THERE IS NO THERE
For the past four days I have been confined to my bed, with the occasional foray into the kitchen in search of food and water and subsequently the toilet. I had a persistent fever that has ebbed but was not so high that it prevented me from thinking about what's wrong with my life. Sometimes a good fever and a few days bed rest is what a woman needs to really ponder things. I have realised that I am not particularly ambitious, and that is at once sobering, frightening and a relief. Naturally I am comparing myself to others in my milieu, writers, artists, professionals, and naturally facebook helps fuel these somewhat lopsided comparisons. But it's clear; I am not as driven as I thought I was. Now it could be that I am scared of failure and its Siamese twin success, but I really do think I am watching all these people around me, some linked to me directly, others just floaties, put ambition, material success and mass approbation ahead of love, intimacy, and authenticity and the emptiness of these pursuits saddens me. They are all so busy they have no time to be present for one another or kind or just real.

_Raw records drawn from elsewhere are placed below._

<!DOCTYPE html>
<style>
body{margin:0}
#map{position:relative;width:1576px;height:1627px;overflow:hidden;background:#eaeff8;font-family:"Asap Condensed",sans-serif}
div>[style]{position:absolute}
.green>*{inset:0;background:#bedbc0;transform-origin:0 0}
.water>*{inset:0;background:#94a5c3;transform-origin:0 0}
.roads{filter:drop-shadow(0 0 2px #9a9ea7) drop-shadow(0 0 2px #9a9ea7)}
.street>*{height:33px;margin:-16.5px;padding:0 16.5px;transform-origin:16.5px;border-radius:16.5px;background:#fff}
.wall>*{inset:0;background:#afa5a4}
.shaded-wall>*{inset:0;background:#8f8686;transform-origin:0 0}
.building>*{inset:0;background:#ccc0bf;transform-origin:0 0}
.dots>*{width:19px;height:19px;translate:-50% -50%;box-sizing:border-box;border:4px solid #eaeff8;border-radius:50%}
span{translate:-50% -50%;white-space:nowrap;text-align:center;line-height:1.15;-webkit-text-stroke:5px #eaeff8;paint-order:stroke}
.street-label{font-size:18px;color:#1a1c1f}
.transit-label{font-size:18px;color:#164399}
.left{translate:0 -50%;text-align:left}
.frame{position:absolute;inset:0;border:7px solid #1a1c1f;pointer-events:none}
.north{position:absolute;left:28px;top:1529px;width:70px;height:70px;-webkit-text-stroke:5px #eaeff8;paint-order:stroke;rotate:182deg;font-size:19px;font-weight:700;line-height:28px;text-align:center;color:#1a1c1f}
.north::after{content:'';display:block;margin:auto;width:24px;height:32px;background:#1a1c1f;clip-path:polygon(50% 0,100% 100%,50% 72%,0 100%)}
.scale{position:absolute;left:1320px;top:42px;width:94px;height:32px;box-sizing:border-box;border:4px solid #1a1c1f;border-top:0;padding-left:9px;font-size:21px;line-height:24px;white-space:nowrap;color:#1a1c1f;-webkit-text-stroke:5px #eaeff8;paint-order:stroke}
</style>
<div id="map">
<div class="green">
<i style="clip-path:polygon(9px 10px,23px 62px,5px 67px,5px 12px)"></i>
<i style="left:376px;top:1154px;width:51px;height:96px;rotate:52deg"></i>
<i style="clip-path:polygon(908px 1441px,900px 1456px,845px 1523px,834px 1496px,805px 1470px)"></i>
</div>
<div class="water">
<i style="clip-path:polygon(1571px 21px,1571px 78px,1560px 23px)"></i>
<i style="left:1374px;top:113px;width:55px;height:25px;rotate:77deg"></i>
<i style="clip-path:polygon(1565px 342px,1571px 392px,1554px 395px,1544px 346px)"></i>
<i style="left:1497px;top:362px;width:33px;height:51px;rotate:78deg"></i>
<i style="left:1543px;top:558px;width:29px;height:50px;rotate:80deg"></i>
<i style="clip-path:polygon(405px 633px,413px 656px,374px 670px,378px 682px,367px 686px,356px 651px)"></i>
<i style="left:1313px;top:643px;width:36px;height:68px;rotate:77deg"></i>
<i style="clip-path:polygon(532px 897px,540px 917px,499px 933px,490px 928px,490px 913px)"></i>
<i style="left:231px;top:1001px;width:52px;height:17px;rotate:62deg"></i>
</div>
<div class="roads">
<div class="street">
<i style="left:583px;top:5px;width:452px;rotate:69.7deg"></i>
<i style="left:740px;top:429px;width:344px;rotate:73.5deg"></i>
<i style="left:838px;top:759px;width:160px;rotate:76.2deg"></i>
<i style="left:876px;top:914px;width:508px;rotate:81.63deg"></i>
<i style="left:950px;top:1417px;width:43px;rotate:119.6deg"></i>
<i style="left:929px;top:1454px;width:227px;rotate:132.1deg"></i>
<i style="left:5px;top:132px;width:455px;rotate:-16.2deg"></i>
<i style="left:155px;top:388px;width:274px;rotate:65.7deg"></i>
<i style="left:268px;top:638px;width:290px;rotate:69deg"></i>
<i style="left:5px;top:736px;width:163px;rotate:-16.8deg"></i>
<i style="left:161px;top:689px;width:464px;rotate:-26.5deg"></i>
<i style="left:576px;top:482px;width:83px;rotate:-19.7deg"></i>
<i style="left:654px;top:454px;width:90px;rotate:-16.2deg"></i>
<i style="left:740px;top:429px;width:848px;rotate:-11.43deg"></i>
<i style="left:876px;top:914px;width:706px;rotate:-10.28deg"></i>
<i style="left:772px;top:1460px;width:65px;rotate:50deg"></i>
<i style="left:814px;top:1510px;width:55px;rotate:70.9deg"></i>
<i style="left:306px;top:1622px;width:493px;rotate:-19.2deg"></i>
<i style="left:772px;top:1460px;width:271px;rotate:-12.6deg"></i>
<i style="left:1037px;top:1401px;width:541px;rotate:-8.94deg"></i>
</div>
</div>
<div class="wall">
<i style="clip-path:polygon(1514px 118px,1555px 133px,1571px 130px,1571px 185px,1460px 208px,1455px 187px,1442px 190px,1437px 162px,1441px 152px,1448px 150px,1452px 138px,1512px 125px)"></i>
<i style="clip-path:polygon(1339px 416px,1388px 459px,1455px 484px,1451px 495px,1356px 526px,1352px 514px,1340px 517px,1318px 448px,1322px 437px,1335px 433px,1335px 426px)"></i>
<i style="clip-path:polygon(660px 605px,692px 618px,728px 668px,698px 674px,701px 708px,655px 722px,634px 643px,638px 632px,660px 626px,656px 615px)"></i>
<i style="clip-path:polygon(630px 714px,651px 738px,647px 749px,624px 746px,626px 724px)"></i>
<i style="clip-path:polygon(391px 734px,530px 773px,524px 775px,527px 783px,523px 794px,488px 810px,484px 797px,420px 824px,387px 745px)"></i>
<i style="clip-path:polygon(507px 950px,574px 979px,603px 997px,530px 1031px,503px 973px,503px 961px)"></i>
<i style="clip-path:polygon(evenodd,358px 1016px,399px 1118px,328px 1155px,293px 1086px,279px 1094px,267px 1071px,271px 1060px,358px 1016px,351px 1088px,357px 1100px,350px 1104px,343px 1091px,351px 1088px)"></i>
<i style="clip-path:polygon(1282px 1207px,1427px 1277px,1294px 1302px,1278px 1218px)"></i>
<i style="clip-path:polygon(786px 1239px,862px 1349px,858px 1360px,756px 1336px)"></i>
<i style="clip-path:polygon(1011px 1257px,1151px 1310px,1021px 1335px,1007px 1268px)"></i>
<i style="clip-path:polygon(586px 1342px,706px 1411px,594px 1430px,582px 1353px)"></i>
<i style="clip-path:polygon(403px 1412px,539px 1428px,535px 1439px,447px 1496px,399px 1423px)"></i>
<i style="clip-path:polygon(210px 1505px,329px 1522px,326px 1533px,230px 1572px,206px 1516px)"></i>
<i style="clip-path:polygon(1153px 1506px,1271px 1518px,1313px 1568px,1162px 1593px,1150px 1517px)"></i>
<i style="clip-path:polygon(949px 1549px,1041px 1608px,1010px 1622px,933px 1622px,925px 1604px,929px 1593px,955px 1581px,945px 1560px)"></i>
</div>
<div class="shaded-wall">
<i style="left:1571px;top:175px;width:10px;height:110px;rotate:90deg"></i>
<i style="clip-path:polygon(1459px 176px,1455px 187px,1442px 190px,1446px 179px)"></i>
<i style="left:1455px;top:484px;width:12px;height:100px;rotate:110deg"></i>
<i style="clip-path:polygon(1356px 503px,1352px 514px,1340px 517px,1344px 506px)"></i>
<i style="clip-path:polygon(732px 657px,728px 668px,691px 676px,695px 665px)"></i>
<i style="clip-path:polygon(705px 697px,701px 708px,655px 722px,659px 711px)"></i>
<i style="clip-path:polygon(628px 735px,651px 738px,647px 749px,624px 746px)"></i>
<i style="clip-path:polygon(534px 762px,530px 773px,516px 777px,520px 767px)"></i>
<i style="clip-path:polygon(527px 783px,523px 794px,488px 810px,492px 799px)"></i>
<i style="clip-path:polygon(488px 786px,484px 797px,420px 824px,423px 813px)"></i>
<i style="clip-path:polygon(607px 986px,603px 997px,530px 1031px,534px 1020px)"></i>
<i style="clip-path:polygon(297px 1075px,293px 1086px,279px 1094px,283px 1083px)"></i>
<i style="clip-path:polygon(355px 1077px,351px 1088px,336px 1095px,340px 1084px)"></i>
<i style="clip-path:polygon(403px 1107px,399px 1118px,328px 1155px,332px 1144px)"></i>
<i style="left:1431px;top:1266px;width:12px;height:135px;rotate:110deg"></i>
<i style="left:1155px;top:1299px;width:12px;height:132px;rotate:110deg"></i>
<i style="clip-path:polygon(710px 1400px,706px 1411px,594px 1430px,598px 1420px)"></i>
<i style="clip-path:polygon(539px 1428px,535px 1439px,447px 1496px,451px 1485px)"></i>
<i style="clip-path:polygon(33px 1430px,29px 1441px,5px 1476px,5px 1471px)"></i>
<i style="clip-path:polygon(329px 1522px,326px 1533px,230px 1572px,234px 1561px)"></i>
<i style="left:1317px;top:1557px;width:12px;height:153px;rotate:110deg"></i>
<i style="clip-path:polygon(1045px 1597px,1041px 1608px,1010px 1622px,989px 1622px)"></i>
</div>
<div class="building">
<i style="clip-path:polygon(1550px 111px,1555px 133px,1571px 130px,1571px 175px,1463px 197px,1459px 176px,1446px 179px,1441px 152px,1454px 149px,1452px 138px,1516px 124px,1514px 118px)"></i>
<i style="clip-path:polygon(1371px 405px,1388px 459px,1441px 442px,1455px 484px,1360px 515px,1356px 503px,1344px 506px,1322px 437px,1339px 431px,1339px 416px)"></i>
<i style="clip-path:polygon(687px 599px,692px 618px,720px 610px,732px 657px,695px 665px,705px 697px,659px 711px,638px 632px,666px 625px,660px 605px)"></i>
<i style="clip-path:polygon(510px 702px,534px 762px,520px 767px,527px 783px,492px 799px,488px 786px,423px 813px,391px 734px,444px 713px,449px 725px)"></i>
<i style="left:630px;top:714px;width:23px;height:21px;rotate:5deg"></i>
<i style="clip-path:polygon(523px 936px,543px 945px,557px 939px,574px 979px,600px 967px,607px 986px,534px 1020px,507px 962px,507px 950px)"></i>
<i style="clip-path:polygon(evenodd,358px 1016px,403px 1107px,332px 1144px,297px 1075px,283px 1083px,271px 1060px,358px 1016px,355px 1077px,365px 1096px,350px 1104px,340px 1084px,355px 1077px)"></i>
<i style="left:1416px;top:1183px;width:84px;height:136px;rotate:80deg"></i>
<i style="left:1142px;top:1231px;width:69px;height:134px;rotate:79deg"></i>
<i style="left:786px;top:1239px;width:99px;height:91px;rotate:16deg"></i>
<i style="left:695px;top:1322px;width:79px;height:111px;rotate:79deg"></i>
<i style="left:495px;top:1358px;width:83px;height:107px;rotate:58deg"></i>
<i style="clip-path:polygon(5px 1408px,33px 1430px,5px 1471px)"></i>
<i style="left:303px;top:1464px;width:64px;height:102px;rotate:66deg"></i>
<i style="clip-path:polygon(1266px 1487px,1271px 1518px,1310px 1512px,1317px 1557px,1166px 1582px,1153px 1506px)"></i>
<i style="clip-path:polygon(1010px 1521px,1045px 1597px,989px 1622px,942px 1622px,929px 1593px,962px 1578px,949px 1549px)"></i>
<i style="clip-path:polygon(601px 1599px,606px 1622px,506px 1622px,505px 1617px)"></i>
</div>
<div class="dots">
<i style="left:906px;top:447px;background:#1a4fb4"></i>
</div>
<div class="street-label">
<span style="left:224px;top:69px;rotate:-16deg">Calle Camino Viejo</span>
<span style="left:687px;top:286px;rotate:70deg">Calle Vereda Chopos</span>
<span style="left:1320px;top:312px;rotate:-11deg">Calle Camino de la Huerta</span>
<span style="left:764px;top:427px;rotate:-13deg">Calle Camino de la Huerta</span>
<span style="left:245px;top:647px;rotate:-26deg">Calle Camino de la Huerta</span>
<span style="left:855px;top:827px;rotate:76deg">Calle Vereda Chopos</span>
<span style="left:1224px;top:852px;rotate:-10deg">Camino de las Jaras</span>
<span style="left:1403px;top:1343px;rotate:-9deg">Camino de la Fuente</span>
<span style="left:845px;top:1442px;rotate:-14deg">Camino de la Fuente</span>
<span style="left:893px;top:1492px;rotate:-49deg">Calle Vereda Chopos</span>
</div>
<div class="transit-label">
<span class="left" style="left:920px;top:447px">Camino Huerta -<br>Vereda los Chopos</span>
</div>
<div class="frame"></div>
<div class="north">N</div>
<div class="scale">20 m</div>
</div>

Insincerity abounds when naked ambition is made paramount. I do admire people with drive but if there is no vision or love behind it, it's just self-serving. What happens on this treadmill? A treadmill has no destination but those on it are not necessarily about the journey itself. Striving for goals and dreaming big, I also espouse. If I didn't I would not be writing stories or a novel, but that cannot be all there is. I do think the work itself will suffer if it's insincere, though I am noticing you can trick the masses into thinking you are honest and your work is honest, when in fact, you have no integrity whatsoever, and your main goal is to achieve attention. Imbalanced ambition is usually accompanied by artful manipulation.

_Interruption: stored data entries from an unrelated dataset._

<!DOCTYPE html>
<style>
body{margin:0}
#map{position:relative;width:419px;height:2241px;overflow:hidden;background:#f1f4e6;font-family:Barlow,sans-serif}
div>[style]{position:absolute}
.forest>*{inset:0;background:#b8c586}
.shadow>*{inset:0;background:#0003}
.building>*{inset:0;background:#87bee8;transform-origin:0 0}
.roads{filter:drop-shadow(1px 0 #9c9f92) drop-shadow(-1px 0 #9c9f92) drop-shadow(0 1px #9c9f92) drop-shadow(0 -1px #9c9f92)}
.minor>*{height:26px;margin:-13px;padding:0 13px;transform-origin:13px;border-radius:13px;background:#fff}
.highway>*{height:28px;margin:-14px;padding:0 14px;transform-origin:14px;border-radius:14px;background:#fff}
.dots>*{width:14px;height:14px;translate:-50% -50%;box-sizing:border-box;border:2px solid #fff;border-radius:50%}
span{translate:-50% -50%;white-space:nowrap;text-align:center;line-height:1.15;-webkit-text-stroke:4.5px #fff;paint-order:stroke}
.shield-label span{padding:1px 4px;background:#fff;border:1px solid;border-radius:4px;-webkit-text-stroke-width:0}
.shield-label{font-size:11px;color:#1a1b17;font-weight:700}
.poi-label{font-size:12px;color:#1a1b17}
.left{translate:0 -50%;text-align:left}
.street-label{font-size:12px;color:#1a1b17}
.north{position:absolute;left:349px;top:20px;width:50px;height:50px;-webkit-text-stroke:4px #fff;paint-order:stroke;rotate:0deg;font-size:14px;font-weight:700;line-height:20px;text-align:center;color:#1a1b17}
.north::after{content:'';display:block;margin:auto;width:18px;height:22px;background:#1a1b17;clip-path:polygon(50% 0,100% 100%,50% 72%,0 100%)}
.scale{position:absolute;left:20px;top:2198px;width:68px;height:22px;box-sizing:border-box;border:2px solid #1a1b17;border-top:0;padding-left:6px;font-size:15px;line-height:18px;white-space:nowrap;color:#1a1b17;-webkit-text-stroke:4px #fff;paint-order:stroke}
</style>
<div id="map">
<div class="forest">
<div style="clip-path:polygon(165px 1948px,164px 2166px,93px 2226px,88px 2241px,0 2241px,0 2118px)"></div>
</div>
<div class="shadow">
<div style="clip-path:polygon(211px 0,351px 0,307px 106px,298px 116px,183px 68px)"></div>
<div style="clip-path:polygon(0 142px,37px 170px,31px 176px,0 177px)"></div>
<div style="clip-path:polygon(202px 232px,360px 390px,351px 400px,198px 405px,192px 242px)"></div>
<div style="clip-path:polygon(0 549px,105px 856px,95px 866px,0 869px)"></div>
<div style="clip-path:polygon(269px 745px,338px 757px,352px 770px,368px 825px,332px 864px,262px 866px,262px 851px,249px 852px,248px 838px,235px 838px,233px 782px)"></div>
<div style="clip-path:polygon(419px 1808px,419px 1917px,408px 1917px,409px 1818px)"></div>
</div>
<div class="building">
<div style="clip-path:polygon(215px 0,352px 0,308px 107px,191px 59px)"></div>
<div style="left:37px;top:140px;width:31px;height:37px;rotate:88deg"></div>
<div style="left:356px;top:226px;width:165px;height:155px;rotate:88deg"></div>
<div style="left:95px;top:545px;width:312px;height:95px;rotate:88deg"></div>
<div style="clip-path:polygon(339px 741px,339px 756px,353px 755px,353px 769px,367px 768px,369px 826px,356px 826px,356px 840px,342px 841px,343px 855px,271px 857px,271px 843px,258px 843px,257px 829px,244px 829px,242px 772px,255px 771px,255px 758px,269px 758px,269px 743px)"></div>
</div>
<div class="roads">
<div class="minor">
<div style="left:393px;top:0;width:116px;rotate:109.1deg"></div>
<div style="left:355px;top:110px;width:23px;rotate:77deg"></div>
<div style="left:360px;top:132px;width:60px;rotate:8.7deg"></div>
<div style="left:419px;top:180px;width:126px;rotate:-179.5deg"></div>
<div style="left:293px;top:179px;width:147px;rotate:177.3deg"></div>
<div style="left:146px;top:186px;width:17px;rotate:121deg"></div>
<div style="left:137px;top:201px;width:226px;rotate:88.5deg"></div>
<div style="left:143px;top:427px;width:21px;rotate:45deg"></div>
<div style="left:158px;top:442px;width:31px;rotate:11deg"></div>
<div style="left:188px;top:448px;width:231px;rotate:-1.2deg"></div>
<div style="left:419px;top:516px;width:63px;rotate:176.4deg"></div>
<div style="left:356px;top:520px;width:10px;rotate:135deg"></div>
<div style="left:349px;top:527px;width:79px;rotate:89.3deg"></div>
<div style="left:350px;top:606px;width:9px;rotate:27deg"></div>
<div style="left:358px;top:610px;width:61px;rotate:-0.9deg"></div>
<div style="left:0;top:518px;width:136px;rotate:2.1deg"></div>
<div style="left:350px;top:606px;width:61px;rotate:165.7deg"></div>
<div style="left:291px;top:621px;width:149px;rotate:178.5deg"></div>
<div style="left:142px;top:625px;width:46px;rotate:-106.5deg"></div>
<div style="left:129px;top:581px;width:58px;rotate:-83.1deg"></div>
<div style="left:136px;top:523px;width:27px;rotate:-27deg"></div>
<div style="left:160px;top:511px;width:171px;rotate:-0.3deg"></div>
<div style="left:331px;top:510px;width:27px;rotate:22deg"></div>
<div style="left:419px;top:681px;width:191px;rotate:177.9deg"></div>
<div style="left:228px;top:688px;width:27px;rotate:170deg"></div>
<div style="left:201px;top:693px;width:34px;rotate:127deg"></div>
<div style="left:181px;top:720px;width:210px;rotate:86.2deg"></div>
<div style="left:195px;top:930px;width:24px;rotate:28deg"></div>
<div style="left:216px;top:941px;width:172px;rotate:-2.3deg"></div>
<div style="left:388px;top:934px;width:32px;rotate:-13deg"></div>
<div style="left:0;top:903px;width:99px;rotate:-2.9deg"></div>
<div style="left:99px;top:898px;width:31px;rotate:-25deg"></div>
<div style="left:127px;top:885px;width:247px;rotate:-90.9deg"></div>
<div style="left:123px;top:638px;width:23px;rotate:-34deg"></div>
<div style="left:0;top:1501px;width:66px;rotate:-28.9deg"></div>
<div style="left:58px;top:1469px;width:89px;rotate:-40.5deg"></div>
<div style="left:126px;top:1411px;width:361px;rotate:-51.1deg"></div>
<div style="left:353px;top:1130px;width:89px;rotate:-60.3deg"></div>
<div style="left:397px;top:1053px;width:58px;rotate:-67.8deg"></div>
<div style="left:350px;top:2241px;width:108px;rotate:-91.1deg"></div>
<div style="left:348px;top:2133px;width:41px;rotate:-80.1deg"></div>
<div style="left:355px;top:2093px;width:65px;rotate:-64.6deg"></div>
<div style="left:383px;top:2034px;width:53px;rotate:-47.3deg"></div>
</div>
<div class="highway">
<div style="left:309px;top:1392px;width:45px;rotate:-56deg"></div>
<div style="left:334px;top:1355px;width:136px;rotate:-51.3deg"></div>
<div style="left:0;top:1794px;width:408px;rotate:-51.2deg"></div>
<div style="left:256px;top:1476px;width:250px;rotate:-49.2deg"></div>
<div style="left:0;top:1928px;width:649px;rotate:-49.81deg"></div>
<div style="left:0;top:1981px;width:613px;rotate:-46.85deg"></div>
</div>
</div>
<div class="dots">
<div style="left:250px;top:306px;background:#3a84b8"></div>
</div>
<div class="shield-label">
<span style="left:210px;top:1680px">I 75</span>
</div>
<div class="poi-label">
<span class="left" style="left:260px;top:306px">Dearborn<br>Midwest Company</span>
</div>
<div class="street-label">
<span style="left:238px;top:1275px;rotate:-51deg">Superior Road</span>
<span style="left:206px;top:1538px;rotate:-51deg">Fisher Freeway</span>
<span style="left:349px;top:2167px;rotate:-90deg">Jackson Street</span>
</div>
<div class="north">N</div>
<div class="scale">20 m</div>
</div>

All this takes too much energy and time. Why do this when you could be creating and building and living? Plus, it's never ending, it's insatiable, this ambition, its hunger and demands constant. You achieve one goal, and if you have sense, you step back and look behind you and the destruction your drive has left in its wake should stop you dead in your tracks. If it doesn't you keep going for the next brass ring and then what? As a writer, Shannon Kaiser said, "there is no there to get to. It never ends."